43 lessons growing from $0 to $1+ million in revenue, twice This article is full of useful gems. The author shows with clear examples how he was able to break the $1+ million revenue mark with two products. Key pieces of advice include charging straight away and what price levels you need to break. If you are a SaaS based business this has to become a book marked resource.

Performance Data and the ‘Babe Ruth’ Effect in Venture Capital Many people do not exactly get the economics behind a venture capital fund. This article provides some great insights into key aspects like the power law and other important aspects of how a fund operates. Understanding the workings of venture capital is important for any entrepreneur.

On writing Writing well is a skill I am working on this year. The internet is awash with advice for up and coming writers. Paulo Cohelo is a true master of this art. This article on writing was a very enjoyable and insightful read. This quote stood out for me “Above all else, the writer has to be a good reader.” If you want to get serious about your writing skills, I would definitely recommend this article.

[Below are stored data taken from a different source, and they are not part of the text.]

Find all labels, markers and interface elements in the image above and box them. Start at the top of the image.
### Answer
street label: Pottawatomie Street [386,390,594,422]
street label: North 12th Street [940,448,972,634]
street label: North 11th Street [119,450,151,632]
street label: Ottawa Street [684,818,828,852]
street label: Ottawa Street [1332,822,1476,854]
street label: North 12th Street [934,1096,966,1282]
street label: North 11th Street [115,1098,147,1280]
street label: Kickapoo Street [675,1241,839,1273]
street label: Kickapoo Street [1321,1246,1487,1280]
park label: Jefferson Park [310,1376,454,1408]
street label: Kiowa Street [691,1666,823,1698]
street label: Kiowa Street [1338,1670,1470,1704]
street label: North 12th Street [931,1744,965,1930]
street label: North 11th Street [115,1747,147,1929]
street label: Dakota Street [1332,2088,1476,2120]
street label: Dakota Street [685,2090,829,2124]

Customer Interviews: So you’ve decided to take your startup seriously Customer validation is a critical component of starting a new venture. If you want to build something customers want, you need to speak with them first. Running a customer interview well is a challenging exercise. This article provides a great break down of how to run one well and what to look out for.

Have a great week ahead!

The Week in Review #22: Let me not die while I am still alive

In a past newsletter I wrote about the passing of David Goldberg. Earlier this week his wife Sheryl Sandberg wrote a very moving piece about her husband. The line which stood out the most was the headline of this post. Dealing with the loss of a close family member is always very difficult. I can’t even imagine what it would be like to lose your spouse. Throughout the entire piece you can see someone who is struggling intensely, yet doing her best to keep it together. Far too often we get caught up in the details of our lives and lose sight of the bigger picture. I know there have been several moments when I have been guilty of doing that. It is in these moments that we really aren’t living, just holding on until we get to the next goal.

Unfortunately, it takes getting the rug pulled out from under us to snap us out of this trance. All of us have the ability to make the necessary changes before that happens. The first step in doing that is to become aware of where we are today. Often our goals and priorities blind side us from paying attention to what truly matters. By taking control of our lives we give ourselves the best opportunity to enjoy the present for what it is.

Let me not die while I am still alive A moving piece by Sheryl Sandberg on the passing of her husband. The post talks about dealing with grief, gratitude and having the courage to moving forward. There is great advice on how to interact with people who have experienced tragedy in their lives.

The 9 Box Matrix Talent Model How would you categorize all the employees that work at your company? This post introduces us to a helpful 9 box model that can be used to answer that question. It provides employees with context as to where they are and how they can level themselves up.

The Organization is Broken The next 20 years is going to fundamentally change the way all of us work. With the current rate of technological advancements, robots are going to be taking over a large range of jobs. This post includes a deep dive into these patterns and where we are bound to see the largest changes.

Why A Values Fit Matters More Than A Culture Fit What are your organizations core values? This is a question that is usually very difficult for most people to answer. Very little thought is given to values in a majority of businesses. Yet, they form a critical foundation that is key to building a sustainable organization. This post talks about the importance of values and references some key examples.

The unproject culture (PDF) This is a fascinating presentation on project management. I specifically enjoyed the part where the author talks about the methodologies used by Spotify. If you are an entrepreneur or a project manager you should definitely review this presentation.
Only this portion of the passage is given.